[Stored dataset items]

____

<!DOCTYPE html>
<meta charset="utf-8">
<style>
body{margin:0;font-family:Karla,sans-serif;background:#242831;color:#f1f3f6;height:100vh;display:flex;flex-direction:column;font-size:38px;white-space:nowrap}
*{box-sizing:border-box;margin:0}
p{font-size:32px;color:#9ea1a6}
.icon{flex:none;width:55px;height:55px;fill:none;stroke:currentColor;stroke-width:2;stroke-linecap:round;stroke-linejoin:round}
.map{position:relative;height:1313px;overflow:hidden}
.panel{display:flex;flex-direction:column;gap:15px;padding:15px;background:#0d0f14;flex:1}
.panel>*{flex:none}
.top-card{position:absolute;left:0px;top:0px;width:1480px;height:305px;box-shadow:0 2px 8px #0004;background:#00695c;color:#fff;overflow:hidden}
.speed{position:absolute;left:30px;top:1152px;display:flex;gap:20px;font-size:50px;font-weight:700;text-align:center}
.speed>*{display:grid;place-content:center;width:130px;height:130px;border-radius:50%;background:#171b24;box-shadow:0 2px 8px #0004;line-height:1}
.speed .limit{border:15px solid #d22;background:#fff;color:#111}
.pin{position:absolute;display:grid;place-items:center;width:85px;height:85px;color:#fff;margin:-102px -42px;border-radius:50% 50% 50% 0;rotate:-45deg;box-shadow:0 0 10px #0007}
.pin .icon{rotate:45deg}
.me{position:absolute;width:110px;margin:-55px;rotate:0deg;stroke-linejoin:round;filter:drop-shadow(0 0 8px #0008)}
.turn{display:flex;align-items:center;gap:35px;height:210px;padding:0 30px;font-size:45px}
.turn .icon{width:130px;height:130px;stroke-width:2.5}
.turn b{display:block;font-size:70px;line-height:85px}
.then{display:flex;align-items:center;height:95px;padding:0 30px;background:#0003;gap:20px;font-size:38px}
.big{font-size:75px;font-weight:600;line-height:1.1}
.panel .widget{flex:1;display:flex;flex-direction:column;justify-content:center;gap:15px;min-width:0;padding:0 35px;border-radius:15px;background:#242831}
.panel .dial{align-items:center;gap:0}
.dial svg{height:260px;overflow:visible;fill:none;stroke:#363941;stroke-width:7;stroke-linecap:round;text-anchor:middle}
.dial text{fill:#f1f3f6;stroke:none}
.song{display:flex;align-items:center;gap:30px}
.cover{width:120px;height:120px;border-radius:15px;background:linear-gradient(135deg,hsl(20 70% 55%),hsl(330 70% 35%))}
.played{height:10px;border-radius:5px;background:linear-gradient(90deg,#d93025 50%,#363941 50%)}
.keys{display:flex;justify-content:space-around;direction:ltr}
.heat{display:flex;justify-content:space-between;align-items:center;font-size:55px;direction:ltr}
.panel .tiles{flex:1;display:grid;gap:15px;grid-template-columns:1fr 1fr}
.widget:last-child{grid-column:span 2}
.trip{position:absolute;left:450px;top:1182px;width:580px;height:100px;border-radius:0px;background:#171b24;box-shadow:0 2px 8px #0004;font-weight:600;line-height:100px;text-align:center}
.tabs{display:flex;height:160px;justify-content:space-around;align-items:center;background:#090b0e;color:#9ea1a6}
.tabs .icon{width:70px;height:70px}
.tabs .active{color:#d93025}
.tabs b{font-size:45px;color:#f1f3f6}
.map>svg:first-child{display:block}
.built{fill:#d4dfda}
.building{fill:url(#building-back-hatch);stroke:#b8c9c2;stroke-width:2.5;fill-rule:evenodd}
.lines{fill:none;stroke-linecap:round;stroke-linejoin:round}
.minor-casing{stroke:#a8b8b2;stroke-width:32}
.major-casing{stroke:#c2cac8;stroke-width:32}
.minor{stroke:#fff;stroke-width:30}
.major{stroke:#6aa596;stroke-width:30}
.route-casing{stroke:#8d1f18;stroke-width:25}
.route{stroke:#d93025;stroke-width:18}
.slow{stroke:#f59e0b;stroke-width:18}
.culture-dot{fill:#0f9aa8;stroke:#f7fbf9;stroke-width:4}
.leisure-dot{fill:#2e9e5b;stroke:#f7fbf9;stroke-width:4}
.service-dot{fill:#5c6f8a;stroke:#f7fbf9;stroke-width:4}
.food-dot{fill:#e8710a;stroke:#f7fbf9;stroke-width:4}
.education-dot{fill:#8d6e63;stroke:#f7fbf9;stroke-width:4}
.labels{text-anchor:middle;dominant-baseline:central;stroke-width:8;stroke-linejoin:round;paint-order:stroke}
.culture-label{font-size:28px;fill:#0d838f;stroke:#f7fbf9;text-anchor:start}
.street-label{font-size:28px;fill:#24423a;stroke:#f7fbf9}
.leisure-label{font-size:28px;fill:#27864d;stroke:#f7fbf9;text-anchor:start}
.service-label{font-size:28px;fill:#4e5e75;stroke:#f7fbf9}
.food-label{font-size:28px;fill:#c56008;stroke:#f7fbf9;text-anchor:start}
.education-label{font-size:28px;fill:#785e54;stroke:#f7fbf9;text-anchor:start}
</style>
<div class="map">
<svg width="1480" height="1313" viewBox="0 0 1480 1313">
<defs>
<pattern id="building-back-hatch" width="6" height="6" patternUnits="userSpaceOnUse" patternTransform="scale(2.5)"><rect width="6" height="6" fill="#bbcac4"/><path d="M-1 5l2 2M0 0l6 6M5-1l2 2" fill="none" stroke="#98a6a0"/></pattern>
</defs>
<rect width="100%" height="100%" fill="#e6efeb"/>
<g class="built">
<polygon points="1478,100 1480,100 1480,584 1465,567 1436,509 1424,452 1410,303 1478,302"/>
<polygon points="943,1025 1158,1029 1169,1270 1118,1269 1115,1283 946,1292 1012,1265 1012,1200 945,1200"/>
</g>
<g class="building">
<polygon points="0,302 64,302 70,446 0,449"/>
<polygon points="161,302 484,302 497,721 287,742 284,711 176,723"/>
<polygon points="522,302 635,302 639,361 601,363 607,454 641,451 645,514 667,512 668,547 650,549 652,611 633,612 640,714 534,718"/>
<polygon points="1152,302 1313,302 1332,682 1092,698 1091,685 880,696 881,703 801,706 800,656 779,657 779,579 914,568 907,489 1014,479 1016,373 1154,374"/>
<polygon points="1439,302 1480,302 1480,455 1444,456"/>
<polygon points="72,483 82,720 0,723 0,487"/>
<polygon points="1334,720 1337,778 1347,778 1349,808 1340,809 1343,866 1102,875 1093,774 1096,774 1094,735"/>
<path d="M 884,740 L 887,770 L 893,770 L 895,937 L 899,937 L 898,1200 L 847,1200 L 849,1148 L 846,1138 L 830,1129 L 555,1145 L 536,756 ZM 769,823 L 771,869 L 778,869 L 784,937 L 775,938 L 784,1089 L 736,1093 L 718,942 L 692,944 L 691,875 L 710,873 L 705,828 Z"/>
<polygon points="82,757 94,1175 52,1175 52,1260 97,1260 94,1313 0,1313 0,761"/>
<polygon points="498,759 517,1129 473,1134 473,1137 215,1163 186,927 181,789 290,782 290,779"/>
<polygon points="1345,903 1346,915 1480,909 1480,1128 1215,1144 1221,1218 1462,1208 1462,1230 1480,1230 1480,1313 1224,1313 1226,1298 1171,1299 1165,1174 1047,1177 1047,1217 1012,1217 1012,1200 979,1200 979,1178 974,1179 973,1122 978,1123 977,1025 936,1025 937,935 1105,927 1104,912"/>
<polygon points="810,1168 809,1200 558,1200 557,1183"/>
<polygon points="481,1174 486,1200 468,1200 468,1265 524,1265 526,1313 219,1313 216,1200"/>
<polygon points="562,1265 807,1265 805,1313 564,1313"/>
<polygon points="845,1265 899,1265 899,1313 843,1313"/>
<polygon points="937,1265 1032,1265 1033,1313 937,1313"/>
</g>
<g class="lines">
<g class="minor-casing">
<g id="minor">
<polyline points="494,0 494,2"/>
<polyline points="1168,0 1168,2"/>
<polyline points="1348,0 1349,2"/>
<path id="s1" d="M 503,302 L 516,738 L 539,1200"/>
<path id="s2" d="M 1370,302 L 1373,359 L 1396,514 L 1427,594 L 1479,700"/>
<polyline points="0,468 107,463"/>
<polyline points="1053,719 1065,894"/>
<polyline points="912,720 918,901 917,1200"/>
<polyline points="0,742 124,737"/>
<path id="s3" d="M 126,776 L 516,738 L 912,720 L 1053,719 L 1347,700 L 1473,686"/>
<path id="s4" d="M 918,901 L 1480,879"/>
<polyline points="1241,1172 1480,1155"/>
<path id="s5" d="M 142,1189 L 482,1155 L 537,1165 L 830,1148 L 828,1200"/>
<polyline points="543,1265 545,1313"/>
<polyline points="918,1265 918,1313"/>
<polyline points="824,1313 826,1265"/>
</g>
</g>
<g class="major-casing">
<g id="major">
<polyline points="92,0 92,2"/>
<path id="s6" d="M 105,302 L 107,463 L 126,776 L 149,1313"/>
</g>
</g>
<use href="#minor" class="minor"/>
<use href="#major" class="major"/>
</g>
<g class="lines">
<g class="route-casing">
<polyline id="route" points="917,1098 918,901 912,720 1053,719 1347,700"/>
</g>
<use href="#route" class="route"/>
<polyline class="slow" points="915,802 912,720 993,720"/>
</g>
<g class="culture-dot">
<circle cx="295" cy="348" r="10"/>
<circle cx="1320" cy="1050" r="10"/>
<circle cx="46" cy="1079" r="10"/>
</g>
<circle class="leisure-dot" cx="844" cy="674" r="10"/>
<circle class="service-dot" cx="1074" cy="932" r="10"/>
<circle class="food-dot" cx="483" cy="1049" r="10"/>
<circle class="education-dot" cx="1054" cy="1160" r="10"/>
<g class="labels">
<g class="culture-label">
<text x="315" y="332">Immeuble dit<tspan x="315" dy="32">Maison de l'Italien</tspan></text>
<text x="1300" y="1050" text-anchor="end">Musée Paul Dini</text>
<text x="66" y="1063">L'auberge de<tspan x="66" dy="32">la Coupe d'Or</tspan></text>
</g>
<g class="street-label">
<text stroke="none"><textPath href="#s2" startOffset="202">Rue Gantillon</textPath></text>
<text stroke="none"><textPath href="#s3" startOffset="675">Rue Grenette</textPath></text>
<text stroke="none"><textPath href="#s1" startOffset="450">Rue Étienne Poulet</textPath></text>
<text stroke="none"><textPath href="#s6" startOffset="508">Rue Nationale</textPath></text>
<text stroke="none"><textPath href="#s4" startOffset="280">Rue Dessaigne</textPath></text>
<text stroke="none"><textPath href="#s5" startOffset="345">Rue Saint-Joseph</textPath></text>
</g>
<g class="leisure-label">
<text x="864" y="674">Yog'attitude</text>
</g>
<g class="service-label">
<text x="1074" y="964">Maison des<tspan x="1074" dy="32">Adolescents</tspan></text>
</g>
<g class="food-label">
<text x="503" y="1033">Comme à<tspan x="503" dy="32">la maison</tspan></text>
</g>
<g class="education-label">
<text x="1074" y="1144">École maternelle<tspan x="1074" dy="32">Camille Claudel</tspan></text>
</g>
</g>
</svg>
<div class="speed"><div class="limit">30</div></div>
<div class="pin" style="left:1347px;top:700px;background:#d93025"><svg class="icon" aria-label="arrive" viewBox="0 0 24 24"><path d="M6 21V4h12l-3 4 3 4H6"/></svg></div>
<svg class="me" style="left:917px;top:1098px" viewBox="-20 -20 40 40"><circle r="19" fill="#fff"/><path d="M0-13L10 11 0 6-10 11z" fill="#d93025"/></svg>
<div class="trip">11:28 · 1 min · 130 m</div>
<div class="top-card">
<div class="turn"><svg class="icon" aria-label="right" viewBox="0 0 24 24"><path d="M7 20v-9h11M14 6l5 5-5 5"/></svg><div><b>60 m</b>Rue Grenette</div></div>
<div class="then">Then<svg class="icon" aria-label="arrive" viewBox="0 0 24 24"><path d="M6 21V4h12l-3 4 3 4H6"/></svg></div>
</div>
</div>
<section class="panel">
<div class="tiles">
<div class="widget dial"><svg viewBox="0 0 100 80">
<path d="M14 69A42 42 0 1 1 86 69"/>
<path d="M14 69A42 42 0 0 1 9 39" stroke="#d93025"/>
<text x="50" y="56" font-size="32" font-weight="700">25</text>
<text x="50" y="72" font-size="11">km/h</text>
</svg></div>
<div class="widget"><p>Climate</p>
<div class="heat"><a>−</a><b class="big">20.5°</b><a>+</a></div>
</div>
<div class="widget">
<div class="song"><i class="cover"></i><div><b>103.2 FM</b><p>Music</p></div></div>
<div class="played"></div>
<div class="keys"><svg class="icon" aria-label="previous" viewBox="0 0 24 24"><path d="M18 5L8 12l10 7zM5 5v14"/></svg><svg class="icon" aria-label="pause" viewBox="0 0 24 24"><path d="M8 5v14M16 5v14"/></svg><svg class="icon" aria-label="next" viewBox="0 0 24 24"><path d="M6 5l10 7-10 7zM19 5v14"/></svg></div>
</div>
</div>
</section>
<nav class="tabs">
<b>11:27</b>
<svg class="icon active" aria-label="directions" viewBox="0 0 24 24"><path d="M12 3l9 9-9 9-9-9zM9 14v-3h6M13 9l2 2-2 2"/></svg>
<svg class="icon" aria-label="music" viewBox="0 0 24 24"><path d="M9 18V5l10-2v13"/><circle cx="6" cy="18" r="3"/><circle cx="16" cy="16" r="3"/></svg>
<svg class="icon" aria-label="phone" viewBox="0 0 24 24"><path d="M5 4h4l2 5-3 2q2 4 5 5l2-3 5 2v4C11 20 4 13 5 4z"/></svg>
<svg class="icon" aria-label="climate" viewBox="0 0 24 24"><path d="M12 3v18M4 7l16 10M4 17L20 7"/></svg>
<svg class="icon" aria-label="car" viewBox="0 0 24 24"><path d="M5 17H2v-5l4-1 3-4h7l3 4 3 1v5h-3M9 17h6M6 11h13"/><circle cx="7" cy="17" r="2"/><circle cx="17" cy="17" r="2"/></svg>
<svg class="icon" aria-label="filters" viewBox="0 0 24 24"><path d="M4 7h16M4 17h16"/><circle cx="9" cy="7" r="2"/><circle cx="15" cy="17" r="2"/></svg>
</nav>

____

In the entries above, find each line with the word "rotate" and return it.

.pin{position:absolute;display:grid;place-items:center;width:85px;height:85px;color:#fff;margin:-102px -42px;border-radius:50% 50% 50% 0;rotate:-45deg;box-shadow:0 0 10px #0007}
.pin .icon{rotate:45deg}
.me{position:absolute;width:110px;margin:-55px;rotate:0deg;stroke-linejoin:round;filter:drop-shadow(0 0 8px #0008)}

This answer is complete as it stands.